Thursday, February 3, 2011

Philly Cheese Steak Egg Rolls

Just so nobody can say I’m biased, I thought I’d throw in a Pittsburgh recipe just for good measure. And anyhow, I love food so no matter what city, state or country it hails from if it’s good, I’m all over it. This is a twist on the Philly Cheese Steak. Crispy egg roll on the outside with a delicious cheese steak filling on the inside.

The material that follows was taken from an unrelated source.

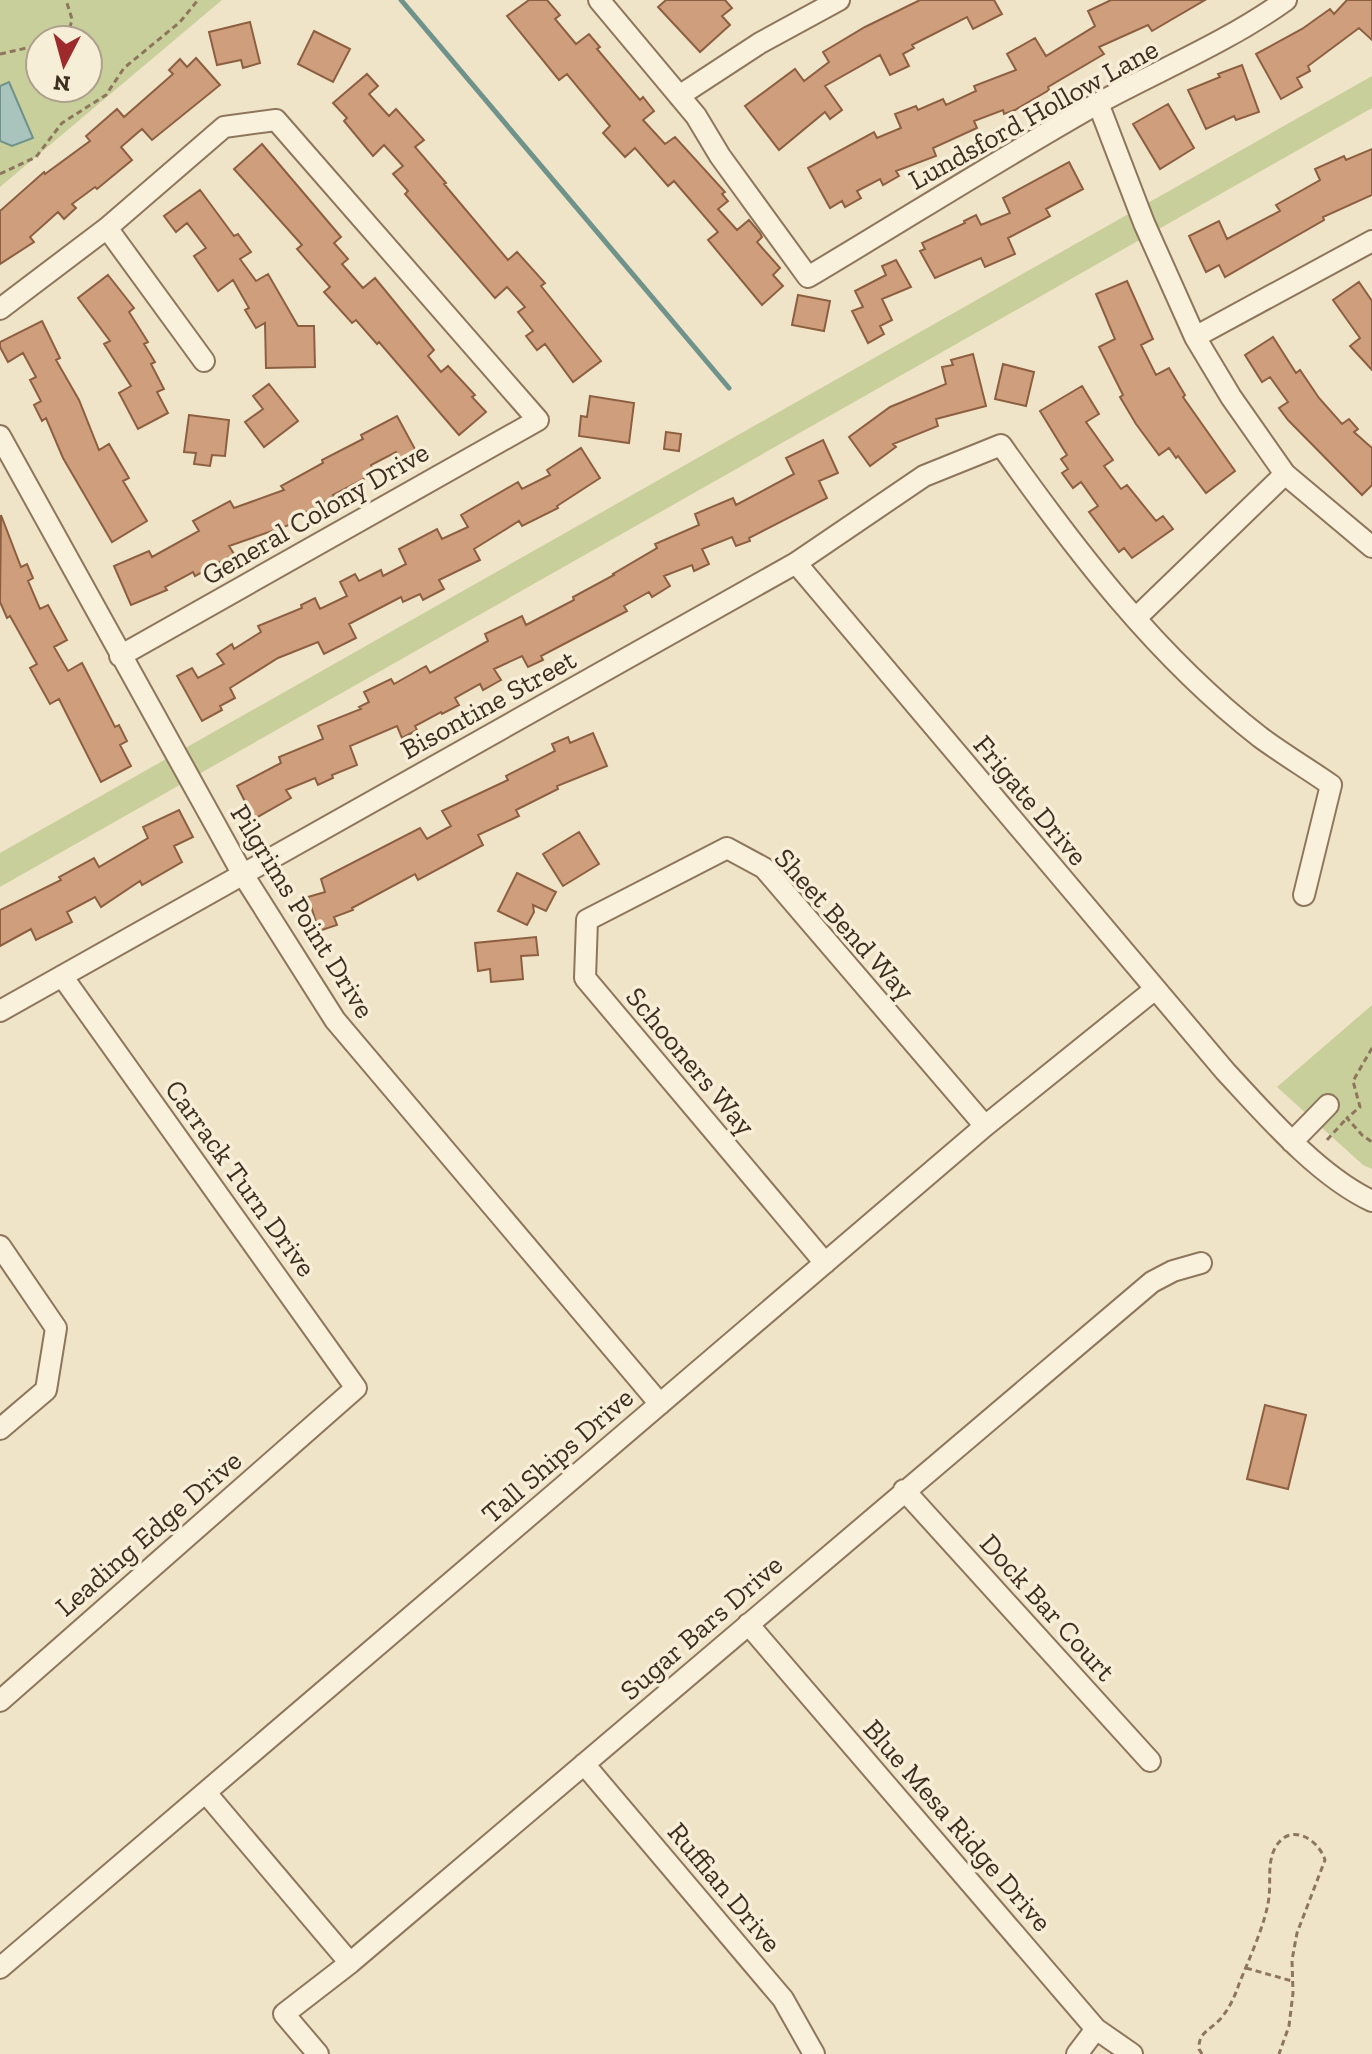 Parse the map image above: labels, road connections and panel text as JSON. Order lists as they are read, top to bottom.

Even if the Steelers lose, you’ll still be a winner with this recipe.

Philly Cheese Steak Egg Rolls
Yields 8 egg rolls

Canola or vegetable oil, for frying
2 eggs
2 tablespoons milk
2 tablespoons olive oil
1 small red bell pepper, thinly sliced
1 to 2 small jalapenos, thinly sliced (depending on how hot you like it)
1 pound roast beef, thinly sliced
16 ounces pepper jack cheese, shredded
8 egg roll skins

Preheat oil to 350 degrees in medium saucepan. Fill with enough oil that egg rolls will not rest on the bottom of pan. Mix egg and milk together, in a small bowl, for egg wash.

In medium sauté pan over medium heat add olive oil and peppers. Sweat vegetables until slightly softened, about 2 minutes. Add roast beef and sauté about 5 minutes more. Add cheese and mix thoroughly, until cheese begins to melt. Remove from heat, strain in a fine mesh sieve to remove excess moisture, and let cool.

Divide cooled mixture into 8 equal parts. Place mixture in center of each egg roll skin. Fold in side corners and roll, sealing edges with egg wash. Submerge egg rolls in oil and fry, making sure the rolls do not touch the sides or the bottom of the pan. Fry in batches, to avoid over-crowding until golden brown. Remove egg rolls to paper towels to blot excess oil. Cut egg rolls on bias, place on a serving platter and serve hot.